Server Fail Over Weekend
Turned out to be nothing, but it took two days to resolve.
Over this last weekend, there were some hiccups on my WiFi. I've got my ISP router, on which I've turned off their unsatisfactory WiFi, attached to my good and powerful WiFi router. Occasionally, a conflict will occur, where the ISP router will get cranky, and the interaction between it and the WiFi router will cause the WiFi router to become CPU pegged. It takes a couple of tries of resetting both of them to get them to play nice.
This happend on Sunday night, while trying to stream some football, no less.
When I reset the ISP router, the servers (this one, in particular) attached to it go off-line. This generates an alert from my Internet-based up-time monitor. Moments later when the router finishes booting and the server returns, I get an alert letting me know the Internet can again see my server. This happened a handful of times as I turned off-and-on the devices. All was eventually fine.
Later, after going to bed, this server went off-line by itself. Another alert was generated. In the morning, I cleared the bevy of alerts and thought nothing of it. Later, I got another alert, but this time the seldom seen "off-line for hours" alert. I checked, and while I could reach the network and some servers, I couldn't reach this one. When I got the first chance to sit at the server, the keyboard wouldn't do anything on the screen, the curor waiting to accept the login name wasn't blinking, and the caps-lock and num-lock toggle tests failed. The server was unreachable from the local network by ping or SSH.
So I shut it down. First I did a kind APC kill (bonk the power button). Normally, the server springs into action stopping services and scrolling text on the screen. I tried again, thinking maybe I hit the button wrong. I also tried the reset button, which really does the same thing but doesn't turn the server off at the end. Nothing worked. I figured whatever horrible thing went wrong, the CPUs were probably pegged or otherwise ignoring the interrupts, maybe the kernel crashed without a panic or whatever. So I long-pressed the power button and was rewarded with fan silence and a blank screen after a few seconds.
I turned it back on. It failed to POST. Firmware checksum failure and floppy disk failure messages, with an invitation to hit F1 to continue or DEL to enter the setup. There is no floppy disk on the system (haven't had a system with a floppy for a dozen or more years), and it had previously been disabled. I also thought there were two hard drives and a DVD in the system (former desktop, otherwise no need for a DVD), so I thought maybe a hard disk had failed and that caused all of the problems. I shrugged and figured a trip through the BIOS would maybe fix it, and give me a chance to try to get it to search for the missing disk. The keyboard still did nothing. I pulled its plug and tried a different USB port. Nothing. I tried several keyboards in several USB ports. Nothing. Now I figured the BIOS is borked, and the machine is likely scrapmetal now.

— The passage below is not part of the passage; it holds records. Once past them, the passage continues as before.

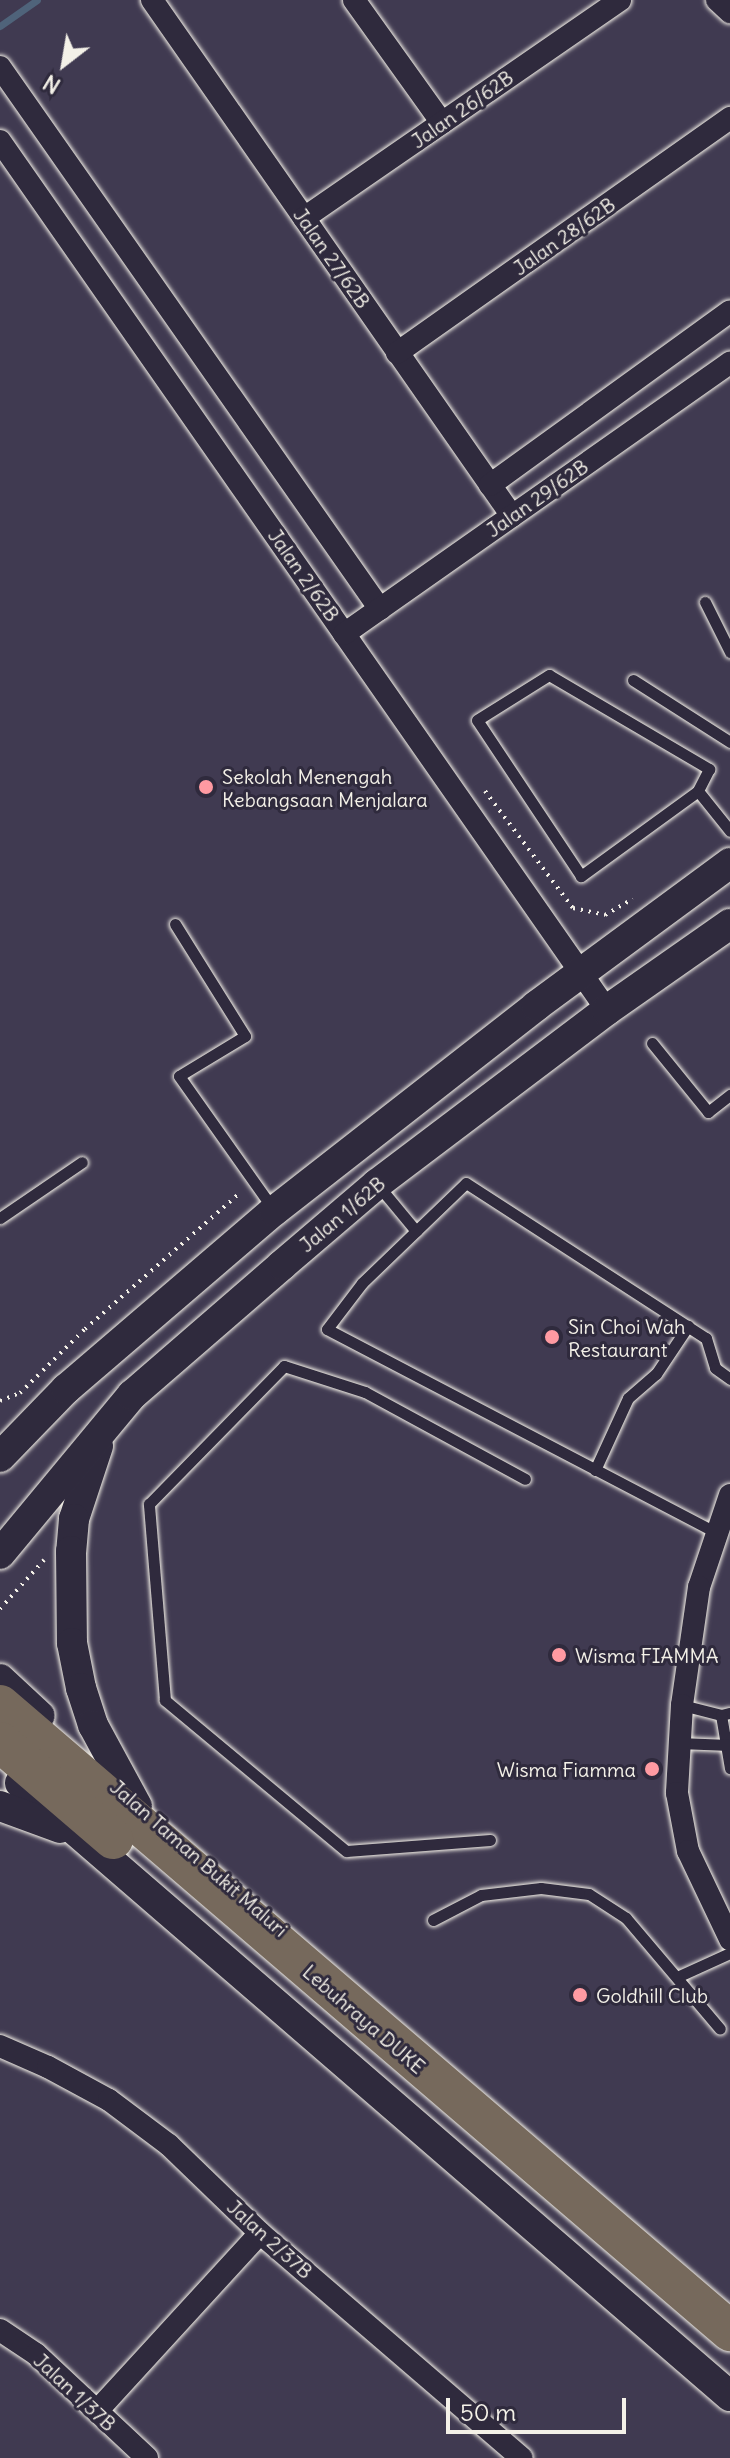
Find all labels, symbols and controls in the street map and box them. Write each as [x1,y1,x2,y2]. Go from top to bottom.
north arrow [24,24,104,104]
street label: Jalan 26/62B [406,65,518,153]
text: N [38,69,65,100]
street label: Jalan 28/62B [508,192,620,280]
street label: Jalan 27/62B [289,203,375,313]
street label: Jalan 29/62B [481,454,593,542]
street label: Jalan 2/62B [263,524,345,626]
place label: Sekolah Menengah Kebangsaan Menjalara [222,764,428,811]
marker: Sekolah Menengah Kebangsaan Menjalara [197,778,215,796]
street label: Jalan 1/62B [294,1171,390,1257]
place label: Sin Choi Wah Restaurant [568,1314,686,1361]
marker: Sin Choi Wah Restaurant [543,1328,561,1346]
place label: Wisma FIAMMA [575,1643,719,1667]
marker: Wisma FIAMMA [550,1646,568,1664]
place label: Wisma Fiamma [497,1757,636,1781]
marker: Wisma Fiamma [643,1760,661,1778]
street label: Jalan Taman Bukit Maluri [105,1775,293,1941]
street label: Lebuhraya DUKE [298,1959,430,2079]
place label: Goldhill Club [596,1983,708,2007]
marker: Goldhill Club [571,1986,589,2004]
street label: Jalan 2/37B [222,2195,318,2283]
street label: Jalan 1/37B [29,2348,121,2436]
scale bar [450,2382,630,2432]
text: 50 m [460,2397,516,2427]

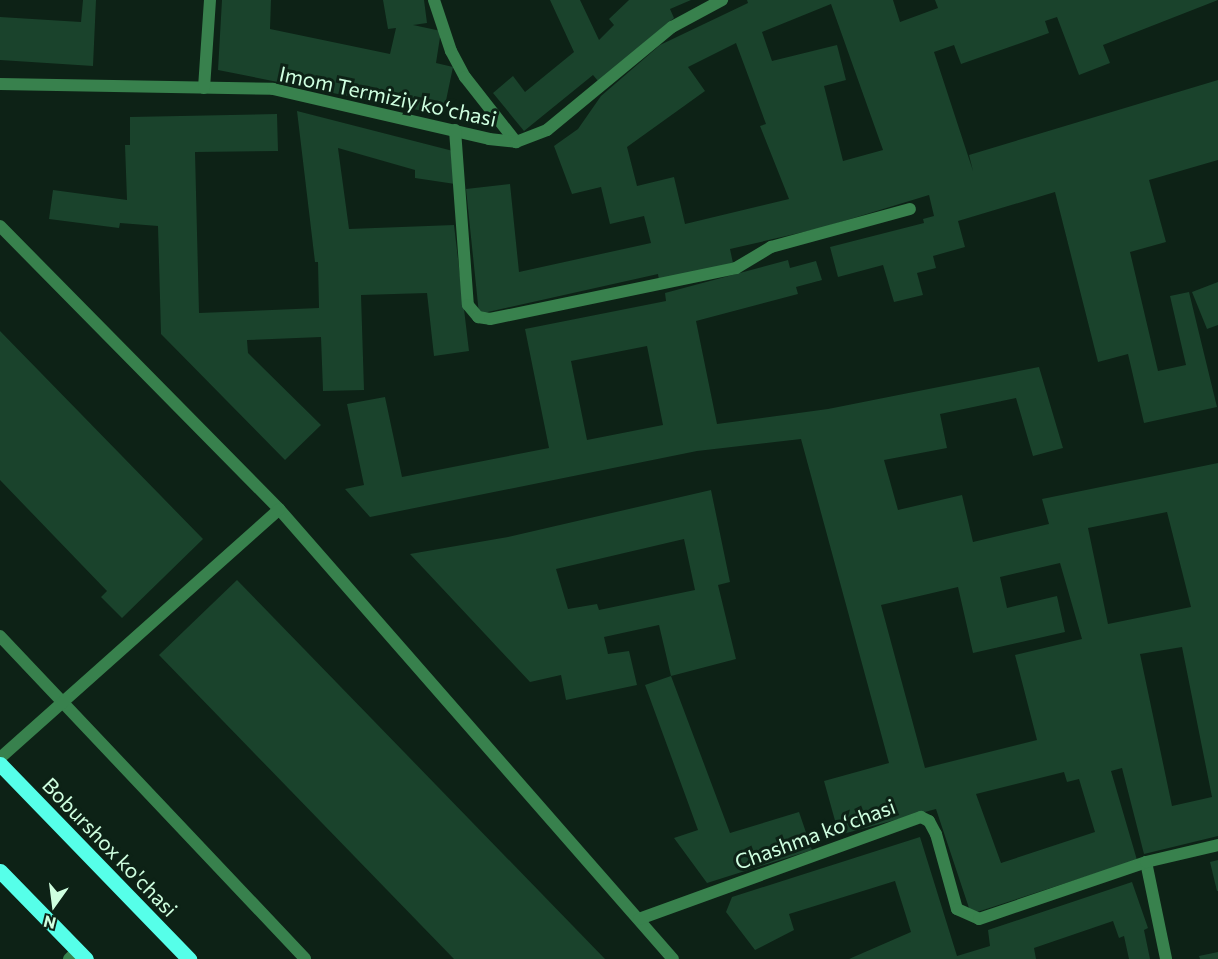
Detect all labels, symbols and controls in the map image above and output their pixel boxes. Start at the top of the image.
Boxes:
street label: Imom Termiziy koʻchasi [277,61,499,131]
street label: Boburshox ko'chasi [37,772,183,922]
street label: Chashma koʻchasi [731,793,899,875]
north arrow [24,875,84,935]
text: N [41,912,58,934]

I turned to the new server. There's a post about the 128GB RAM machine with 8 quad-core CPUs that I have sitting idle while I try to re-imagine my server infrastructure. Kids, work, and a cluttered office steal all of that time and will.
Twice a day I have a time-machine-like backup that occurs from my servers. Fancy rsync and some compression keeps a week long backup, with first-of-the month milestones going back for a year. I checked. The mail and web server data are all there. The mail and some other configurations are also there. The web server is a problem, though. It is configured to back-up the old from-source web server configuration. I failed to add the new server configurations to the backups with my efforts to move to package-based installation, though. More heavy sighing. It was a several night effort to migrate all of those configurations. So I started over.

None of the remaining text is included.